Plain English Definition
A "Life Estate" is an ownership interest in property involving the drafting and recording of a deed to real estate. The deed names a "Life Tenant" and a "Remainder Owner(s)". The Life Tenant has exclusive rights in the property for the duration of their life. The Remainder Owner(s) have a vested interest in the property, but have no right to posses the property until the Life Tenant has died.
What does this mean for the life tenant/beneficiary?
During their life, they receive the benefit of being recognized as the property owner. The life tenant has the exclusive right to live on the property, as well as to collect rent and/or other profits from the property. The life tenant is also responsible for paying any applicable taxes on the property, and maintaining its overall condition.
What happens when the beneficiary dies?
Legal title to the estate passes directly to the Remainder Owner avoiding probate. During the beneficiary's life, the Remainder Owner does still have a vested interest in the property, and can take action to mitigate waste of the property, though this is only in specific cases.
Why doesn't everyone do this?
While a life estate does have its benefits, it also comes with a fair amount of risks. A cost benefit analysis must be considered before pressing forward. What are some of the risks?
- In order to create a Life Estate, you must record a new deed. Depending on your location, legal and filing fees could be costly.
- Note: Once someone is on the deed, it can very difficult to have them removed.
- Once a Life Estate is created and the deed is recorded, it can become more difficult to sell or mortgage the property.

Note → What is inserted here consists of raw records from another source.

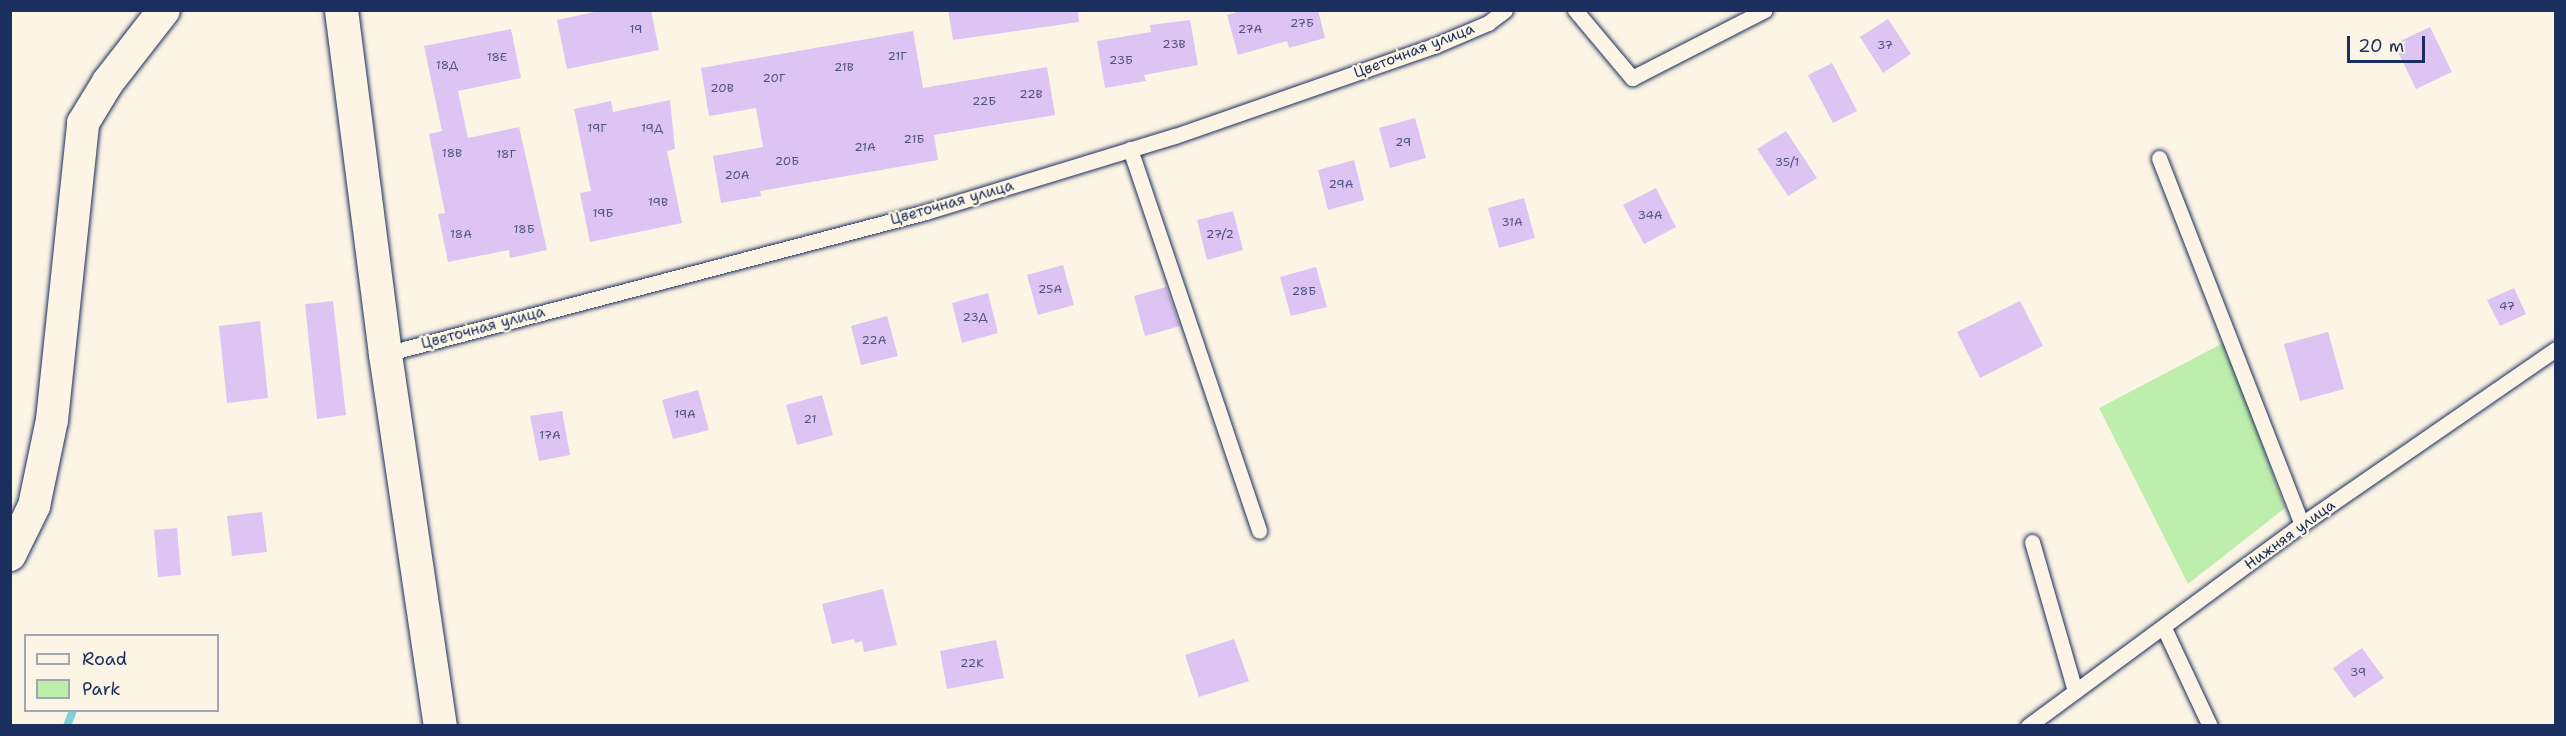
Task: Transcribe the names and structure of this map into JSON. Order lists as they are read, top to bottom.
{
  "streets": {
    "lane": ["Цветочная улица", "Нижняя улица"]
  },
  "house_numbers": [
    "27Б",
    "19",
    "27А",
    "23В",
    "37",
    "21Г",
    "18Е",
    "23Б",
    "18Д",
    "21В",
    "20Г",
    "20В",
    "22В",
    "22Б",
    "19Г",
    "19Д",
    "21Б",
    "29",
    "21А",
    "18В",
    "18Г",
    "20Б",
    "35/1",
    "20А",
    "29А",
    "19В",
    "19Б",
    "34А",
    "31А",
    "18Б",
    "18А",
    "27/2",
    "25А",
    "28Б",
    "47",
    "23Д",
    "22А",
    "19А",
    "21",
    "17А",
    "22К",
    "39"
  ],
  "legend": ["Road", "Park"],
  "scale_bar": "20 m"
}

Now that there are additional "owners" of the property, more paperwork must be filled out in order to take any action encumbering the property via mortgage or otherwise. In addition, everyone must consent.
- Where there is a legal interest in a home, there is an opportunity for attachment by creditors. Consider the following example.
- A deed reads "Life Estate in A, remainder to B". During A's life, B gets into a car crash with X that is B's fault. After all of his insurance is dried up, he ends up owing X over $100,000 dollars. Because B has an interest in the home, X can come after B's interest in the home to satisfy the judgement.
- Changing the title to the home could alter the way certain benefits are calculated. These laws change frequently, so a lawyer should be consulted before making a final decision.
Conclusion
A Life Estate can be, and is frequently used as an estate planning tool. Whether or not it is the right tool for you depends on a variety of factors. Before you decide to use a Life Estate, consult with an attorney. Most, if not all, will provide a free consultation! If you have any questions about this specific blog post, or any other information on the site, please feel free to contact us!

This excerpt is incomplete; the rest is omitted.